My conversation to “Les Miserables” fan—does not come with blind acceptance. I’m still no fan of the Thenardiers, who only have seemed a true part of the plays fabric in the aforementioned Beef & Boards productions when they weren’t play as overt cartoons. It’s no better now on Broadway, with every alleged joke underlined and the forward motion of the piece grinding to a halt whenever they appear. And does Madame T really need to show up at the second act wedding in an outfit more appropriate for “Priscilla, Queen of the Dessert”? Short answer: Nope. But she does, to the detriment of the scene.
And while the scenic design, including more set piece than the original supplemented with judiciously used video projects and atmospheric artwork by Victor Hugo himself, works well, the solo numbers often have the air of “now-it’s-my-turn” rather than being integrated into the whole. You are unlikely to hear a stronger version of “Bring Him Home,” for instance, but an air of self-congratulation from the otherwise strong Ramin Karimloo as Valjean makes the showstopper more admirable than emotionally impactful. I’d have preferred a more human touch from Fantine (Caissie Levy, so strong in her early scenes) in her end-of-the-show reappearance rather than as a character-free spirit. And the orchestra, cut back from the original, was mixed nicely with vocals but felt at a distance.
Big plusses in this production are a richness given to some of the potentially one-note character. Will Swenson as Javert not only has the vocal chops but gives a desperation to the inspector’s quest that seems built from his statement that he was “born inside a jail.” Does his pursuit of Valjean come from a desire to squelch that part of his own childhood? It’s difficult not to wonder when he eyes the fallen urchin Gavroche (Joshua Colley).
Speaking of Gavroche, the character smartly has been directed into a more central part in the barricade scenes. I don’t recall another production focusing so strongly on his reaction to the fallen Eponine.

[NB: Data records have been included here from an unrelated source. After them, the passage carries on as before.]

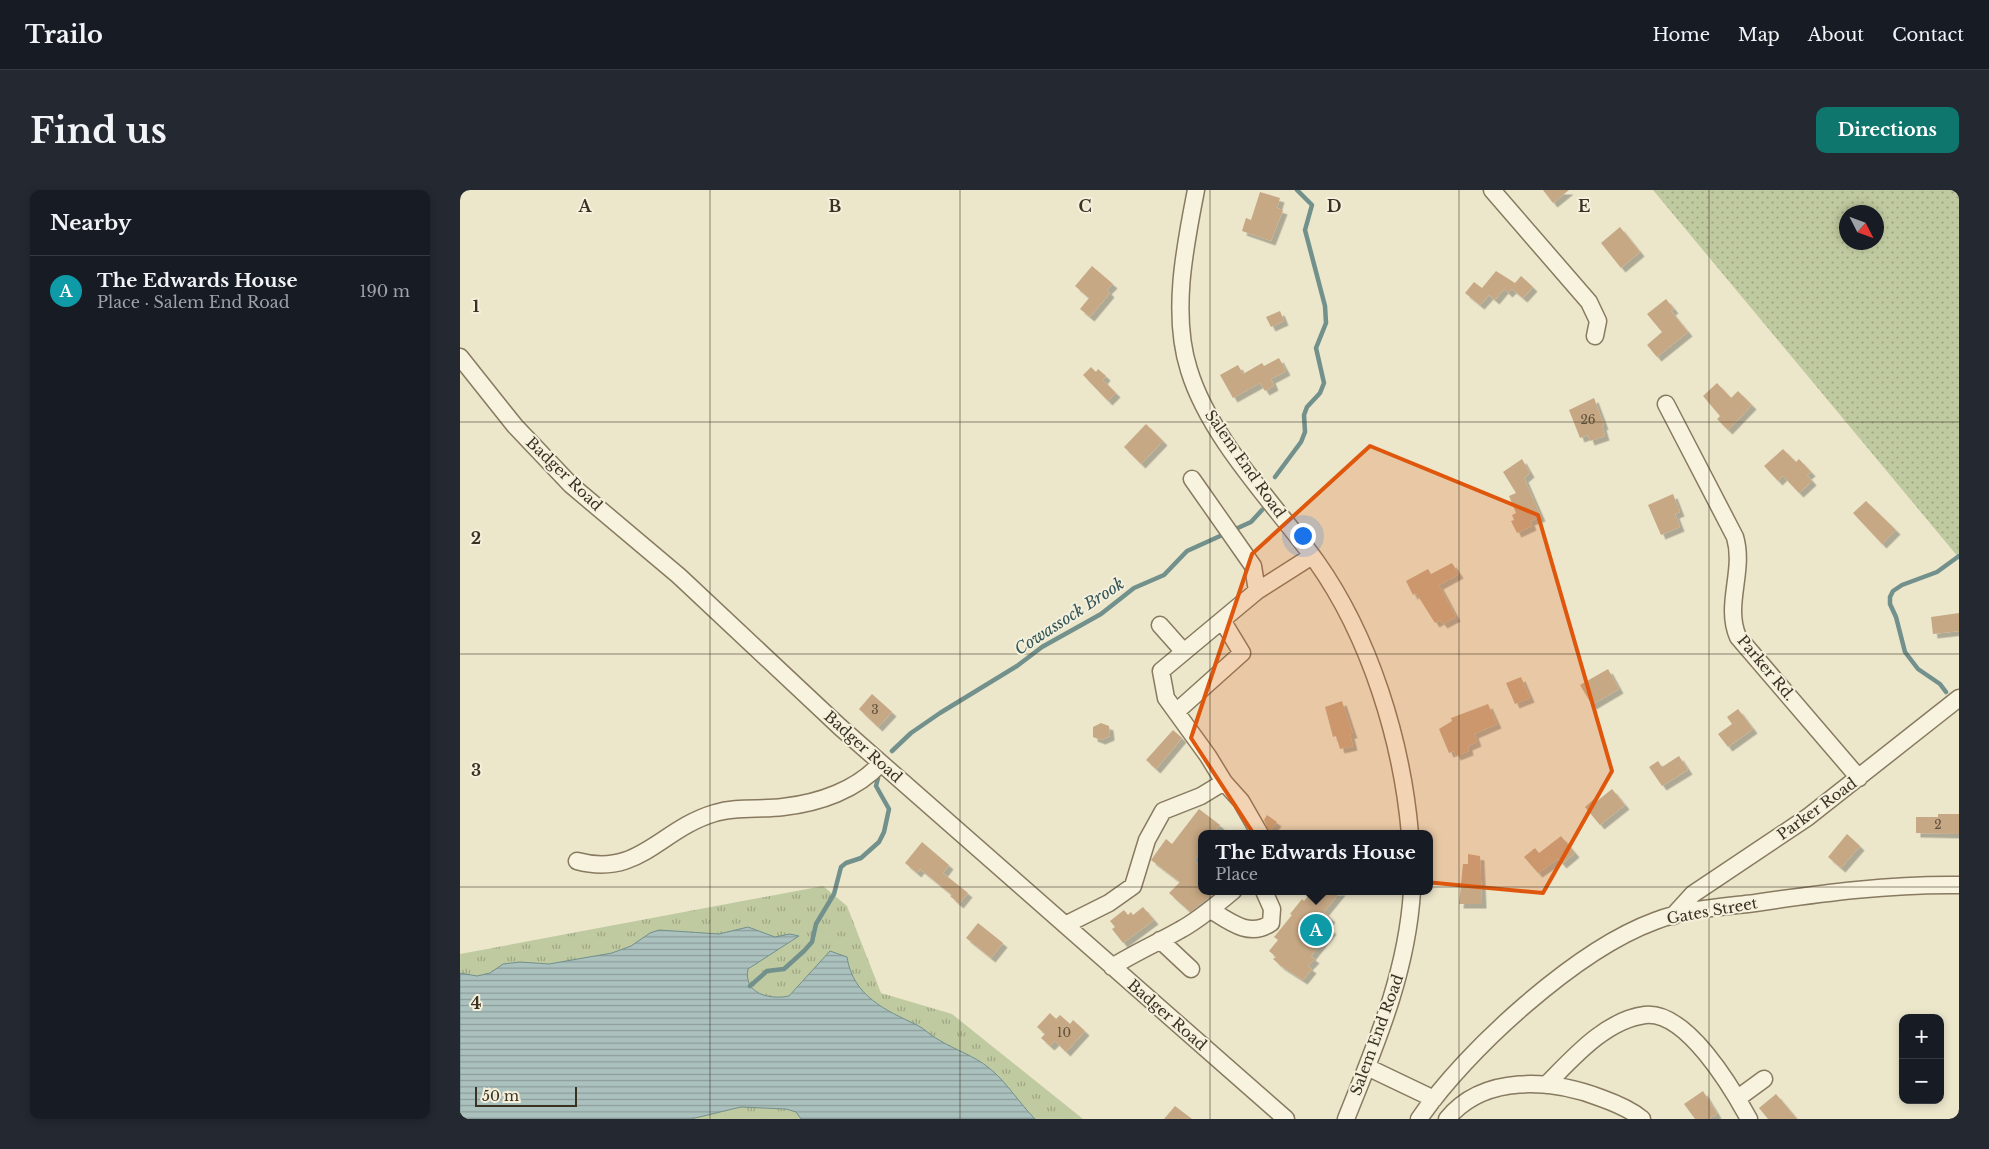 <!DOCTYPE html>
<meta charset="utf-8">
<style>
body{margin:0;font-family:"Libre Baskerville",serif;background:#242831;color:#f1f3f6}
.controls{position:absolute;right:15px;bottom:15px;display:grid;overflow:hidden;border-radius:10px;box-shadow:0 2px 8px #0003}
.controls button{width:45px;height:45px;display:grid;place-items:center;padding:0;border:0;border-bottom:1px solid #363941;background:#171b24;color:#f1f3f6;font:25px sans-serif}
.compass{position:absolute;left:1379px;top:15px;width:45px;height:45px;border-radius:50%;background:#171b24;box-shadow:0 2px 8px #0003;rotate:132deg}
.scale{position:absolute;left:15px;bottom:12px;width:102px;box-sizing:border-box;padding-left:5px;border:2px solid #3a3123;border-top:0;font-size:14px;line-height:18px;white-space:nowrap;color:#3a3123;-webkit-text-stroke:4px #f4f0db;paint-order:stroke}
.you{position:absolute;left:842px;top:345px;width:18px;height:18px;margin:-12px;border:4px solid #fff;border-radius:50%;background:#1a73e8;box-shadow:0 0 0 8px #1a73e833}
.badge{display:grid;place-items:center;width:32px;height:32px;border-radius:50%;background:#0f766e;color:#fff;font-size:16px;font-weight:700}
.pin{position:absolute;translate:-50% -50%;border:2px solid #fff;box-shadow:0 1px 5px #0006}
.popup{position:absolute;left:738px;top:640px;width:235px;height:65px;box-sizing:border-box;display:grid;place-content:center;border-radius:10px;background:#171b24;filter:drop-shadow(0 1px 4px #0005);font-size:16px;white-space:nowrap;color:#9ea1a6}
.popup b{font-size:19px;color:#f1f3f6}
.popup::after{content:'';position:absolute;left:50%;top:100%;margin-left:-10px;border:10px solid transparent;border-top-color:#171b24}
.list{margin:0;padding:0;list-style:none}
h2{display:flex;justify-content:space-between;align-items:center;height:65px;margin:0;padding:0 20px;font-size:21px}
h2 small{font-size:16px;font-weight:400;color:#9ea1a6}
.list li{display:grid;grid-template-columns:32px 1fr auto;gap:15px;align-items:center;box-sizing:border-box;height:70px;padding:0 20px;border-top:1px solid #363941}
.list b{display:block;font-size:19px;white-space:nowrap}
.list p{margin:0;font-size:16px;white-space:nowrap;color:#9ea1a6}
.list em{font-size:16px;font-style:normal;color:#9ea1a6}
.map{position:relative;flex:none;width:1499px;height:929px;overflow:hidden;border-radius:10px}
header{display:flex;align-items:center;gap:30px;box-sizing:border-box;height:70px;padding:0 25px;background:#171b24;border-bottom:1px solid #363941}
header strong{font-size:24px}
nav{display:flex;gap:28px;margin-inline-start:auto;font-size:18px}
.intro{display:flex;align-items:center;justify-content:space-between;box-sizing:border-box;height:120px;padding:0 30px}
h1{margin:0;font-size:35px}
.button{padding:12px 22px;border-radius:10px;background:#0f766e;color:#fff;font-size:18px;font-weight:700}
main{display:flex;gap:30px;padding:0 30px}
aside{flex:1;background:#171b24;border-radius:10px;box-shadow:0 2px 8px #0003}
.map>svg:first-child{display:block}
.grass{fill:url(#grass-dots);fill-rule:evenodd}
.park{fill:url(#park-tufts)}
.water{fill:url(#water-rules);stroke:#72908c}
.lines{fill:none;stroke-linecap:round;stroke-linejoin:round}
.stream{stroke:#72908c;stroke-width:4.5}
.building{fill:#c7a884;filter:url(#shadow)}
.minor-casing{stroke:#887a60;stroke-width:19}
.minor{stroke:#f7f3de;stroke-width:16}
.marked{fill:#df570d;fill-opacity:0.2;stroke:#df570d;stroke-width:4;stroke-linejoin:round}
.grid{fill:none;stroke:#3a3123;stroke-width:1;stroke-opacity:0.55}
.labels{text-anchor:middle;stroke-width:4;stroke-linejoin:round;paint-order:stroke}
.number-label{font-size:12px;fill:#5d4f3b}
.street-label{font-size:15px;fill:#3a3123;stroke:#f4f0db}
.water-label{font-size:16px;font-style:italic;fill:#335659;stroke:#f4f0db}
.grid-label{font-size:16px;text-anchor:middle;font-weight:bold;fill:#3a3123;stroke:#f4f0db;stroke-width:4;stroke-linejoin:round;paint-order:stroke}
</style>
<header>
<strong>Trailo</strong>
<nav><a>Home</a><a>Map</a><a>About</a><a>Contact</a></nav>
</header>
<div class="intro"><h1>Find us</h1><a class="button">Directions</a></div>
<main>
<aside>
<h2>Nearby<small></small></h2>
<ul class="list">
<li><span class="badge" style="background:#0f9aa8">A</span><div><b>The Edwards House</b><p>Place · Salem End Road</p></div><em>190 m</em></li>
</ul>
</aside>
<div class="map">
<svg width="1499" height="929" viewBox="0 0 1499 929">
<defs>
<pattern id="grass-dots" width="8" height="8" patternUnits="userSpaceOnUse" patternTransform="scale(1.25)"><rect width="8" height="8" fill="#c0caa0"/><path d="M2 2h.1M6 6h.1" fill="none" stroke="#9da582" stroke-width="1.8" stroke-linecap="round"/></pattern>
<pattern id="park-tufts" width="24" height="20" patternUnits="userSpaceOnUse" patternTransform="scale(1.25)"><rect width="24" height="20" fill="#c0caa0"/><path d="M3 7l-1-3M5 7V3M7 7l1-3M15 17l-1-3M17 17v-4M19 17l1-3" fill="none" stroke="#9da582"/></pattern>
<pattern id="water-rules" width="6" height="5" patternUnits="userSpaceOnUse" patternTransform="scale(1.25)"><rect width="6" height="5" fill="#abc1be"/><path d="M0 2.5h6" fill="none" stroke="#8c9d9a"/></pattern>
<filter id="shadow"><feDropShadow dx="4.5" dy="4.5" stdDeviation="0" flood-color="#0004"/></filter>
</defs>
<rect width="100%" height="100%" fill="#ece6cb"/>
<!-- grass -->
<path class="grass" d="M1193,0H1499V368ZM1386,22H1416V52H1386Z"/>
<!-- park -->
<path class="park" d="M363,696L387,716L421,803L492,824L623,929H0V764Z"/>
<!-- water -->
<path class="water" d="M288,737L315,747L330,744L339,746L288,779C283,804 310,810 329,806L370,761L387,767C393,806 425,820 457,835C465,839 471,846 479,850C495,860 515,866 529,878C545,890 560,914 575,929H341L336,922L326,919L281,917L231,929H0V783L17,786L30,783L43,774L60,772L89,774L152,763L171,756L190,743L199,740L259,744Z"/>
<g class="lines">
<!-- stream -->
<path class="stream" d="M815,287L841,252L845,242L844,225L847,217L860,203L864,193L856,158L866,133L865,116L845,40L852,15L837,0
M1486,502L1480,494L1458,479L1445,462L1436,427L1430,414V407L1433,401L1442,395L1477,382L1499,366
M432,561L451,543L480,523L557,476L582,457L641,424L674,398L704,385L727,361L791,332L802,320
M290,796L307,781L324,779L344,761L352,752L356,734L374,704L381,677L386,673L401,668L419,652L424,642L429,619L416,596L418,588"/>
</g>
<!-- building -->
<path class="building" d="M1083,0H1109L1093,13Z
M800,2L820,8L817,18L823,20L811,51L782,41L786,28L791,30Z
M1160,37L1180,62L1161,78L1141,53Z
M632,76L653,94L647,100L650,103L630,127L620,119L629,108L615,96Z
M1036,81L1055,93L1061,86L1073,97L1063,108L1052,99L1048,103L1044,99L1035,110L1029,105L1020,115L1005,103L1014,92L1022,98Z
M1206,109L1214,119L1211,121L1228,142L1197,167L1187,155L1202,142L1187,124Z
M820,121L824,131L811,137L806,127Z
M819,168L826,181L811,189L814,196L805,201L800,193L773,208L760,185L778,175L783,184L802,173L804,176Z
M631,177L636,182L638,179L646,186L643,190L656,203L648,211L623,185Z
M1257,193L1271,208L1278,201L1292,215L1268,240L1257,229L1260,226L1243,206Z
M1134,208L1144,235L1142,236L1145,246L1130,251L1128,245L1120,248L1109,220Z
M686,234L703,251L681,274L664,257Z
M1323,259L1336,272L1339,269L1351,282L1347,285L1352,291L1339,303L1323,286L1318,291L1304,276Z
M1062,269L1070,283L1064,288L1081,327L1070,331L1072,336L1057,343L1051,331L1054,330L1052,325L1056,323L1049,306L1056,303L1043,282Z
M1213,304L1220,322L1215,324L1220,337L1201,345L1188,315Z
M1406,311L1436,340L1422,354L1393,323Z
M992,373L999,384L979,395L996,427L983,434L980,430L975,433L956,403L953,405L946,391L968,379L971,384Z
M1499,423V441L1473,444L1471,427Z
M1148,479L1159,499L1132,515L1120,495Z
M1061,487L1070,508L1055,514L1046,493Z
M412,504L432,522L418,537L399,519Z
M882,511L893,544H890L893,556L880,559L876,546L873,547L865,517Z
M1028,514L1037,534L1014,544L1017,552L1008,556L1009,561L996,566L994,561L989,563L979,539L992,531L991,528Z
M1278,519L1293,539L1268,557L1258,544L1272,534L1267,527Z
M641,533L649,536L650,546L641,550L633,547V537Z
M713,540L722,548L696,579L686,570Z
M1219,566L1228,580L1202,596L1189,577L1198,571L1202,577Z
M1152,599L1165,615L1140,635L1125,617L1134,609L1136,612Z
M739,619L760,635L753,644H742V659L734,670L742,678V701H757L730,722L709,703L720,692L691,670L706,649L712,654Z
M1478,624H1499V644L1456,643V627H1478Z
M807,625L817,632L809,642L804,630Z
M1387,644L1400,656L1381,678L1368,667Z
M1101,646L1115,663L1102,674L1098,669L1078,683L1064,667L1075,658L1079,663Z
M462,652L489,675L483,683L508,703L499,714L490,706L492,705L460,679L457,683L445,673Z
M1008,664L1020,666L1022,714H999L1003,674H1008Z
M852,701H881L864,722L871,728L865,735L872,740L851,766L855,769L848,776L852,779L843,790L821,776L813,769L816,767L809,761L818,750L814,747L832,725L830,724L842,709L844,711Z
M683,717L694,730L663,753L652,739L655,737L650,731L664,720L668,725L671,722L673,725Z
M518,733L543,753L531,768L506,748Z
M590,823L596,829L600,825L610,834L613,830L625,841L606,862L595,851L590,856L581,848L585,844L577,837Z
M1243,901L1257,924L1249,929H1235L1224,914Z
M1316,904L1337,929H1308L1299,918Z
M715,916L732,929H704Z"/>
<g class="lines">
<!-- minor casing -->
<g class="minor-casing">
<path id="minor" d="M736,0C725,56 711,124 729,180C750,249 814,313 856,371C910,447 942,551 950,644
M1032,0L1129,112L1138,131L1135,146
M0,167L55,236L111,295L219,386L380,537L826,929
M1206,214L1275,347C1285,381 1264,415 1278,447L1399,588
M732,289L793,376L797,401
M700,435L724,462
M716,522L782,463L762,430
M764,592L781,611L800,644
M117,671C179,688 200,639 255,623C277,616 300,620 323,617C359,613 397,600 421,573
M751,720C770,732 790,748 811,733L812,719L804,701
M1213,726L1233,704L1348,627L1499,508
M605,735L649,713L673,696L687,650L703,621L741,606L764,592L748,566L706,508L701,481L797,401L852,366
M700,750L731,779
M652,777C674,763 697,753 720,740C739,730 756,715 773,701
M907,877L974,909
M1086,895C1112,869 1145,830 1185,825C1226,820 1272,898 1289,929
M1278,908L1304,889
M886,929C916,854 947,783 952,701
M959,929C1006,860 1116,760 1195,731C1226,719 1262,717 1295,713C1363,703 1431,694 1499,695
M987,929C1024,884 1091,889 1141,908C1155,913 1170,919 1182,929"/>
</g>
<!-- minor -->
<use href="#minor" class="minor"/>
</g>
<!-- marked area -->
<path class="marked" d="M910,256L1078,325L1152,581L1083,703L816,678L731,548L792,364Z"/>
<!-- grid -->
<path class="grid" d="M250,0V929M500,0V929M750,0V929M999,0V929M1249,0V929M0,232H1499M0,464H1499M0,697H1499"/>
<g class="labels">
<!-- number labels -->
<g class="number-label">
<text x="1128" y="234">26</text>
<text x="415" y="524">3</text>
<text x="1478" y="639">2</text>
<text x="604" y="847">10</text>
</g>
<!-- street labels -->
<g class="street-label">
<text transform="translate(785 274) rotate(55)" y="5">Salem End Road</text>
<text transform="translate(104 284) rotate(44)" y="5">Badger Road</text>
<text transform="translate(1306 478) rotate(50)" y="5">Parker Rd.</text>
<text transform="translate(403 557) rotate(42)" y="5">Badger Road</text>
<text transform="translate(1357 619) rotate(-36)" y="5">Parker Road</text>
<text transform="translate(1252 721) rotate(-10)" y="5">Gates Street</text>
<text transform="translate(707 825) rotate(41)" y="5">Badger Road</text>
<text transform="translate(917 845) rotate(-70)" y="5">Salem End Road</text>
</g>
<!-- water labels -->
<g class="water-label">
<text transform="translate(609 426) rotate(-33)" y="6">Cowassock Brook</text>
</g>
</g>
<g class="grid-label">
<text x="125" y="22">A</text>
<text x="375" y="22">B</text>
<text x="625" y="22">C</text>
<text x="874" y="22">D</text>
<text x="1124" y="22">E</text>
<text x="16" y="122">1</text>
<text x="16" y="354">2</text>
<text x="16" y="586">3</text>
<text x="16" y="819">4</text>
</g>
</svg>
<div class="controls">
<button>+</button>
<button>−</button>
</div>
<svg class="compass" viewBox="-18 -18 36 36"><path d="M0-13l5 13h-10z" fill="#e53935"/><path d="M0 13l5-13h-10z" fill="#9ea1a6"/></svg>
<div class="scale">50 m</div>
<div class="you"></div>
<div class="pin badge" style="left:856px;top:740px;background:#0f9aa8">A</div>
<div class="popup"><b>The Edwards House</b>Place</div>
</div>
</main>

In that moment, the true age of this tough, street smart kid suddenly shown through, powerfully and truthfully.
Freshness, too, is displayed in the (admittedly, lightning-fast) blossoming romance between Cosette (Samantha Hill) and Marias (Andy Mientus). The more realistic-than-usual set and direction by Laurence Connor and James Powell helps turn “A Heart Full of Love” from a placeholder into a delightfully sweet, comic piece, which pays off nicely when, later, we are expected to care about the fate of these two.
For all its pleasures, the original production of “Les Miserables” was an intimidating creation, one that felt carved in stone. This youthful one makes an effective case for the durability of “Les Miserables.” When tomorrow comes…and next year….and the year after that…I expect this production—or a yet-to-be-imaged other—of “Les Miserables” to still be a part of the Broadway landscape.
And while I was happy not to hear my fellow audience members singing along, I’m sure I wasn’t the only one belting on the way home from the theater. And I didn’t care who could hear me sing.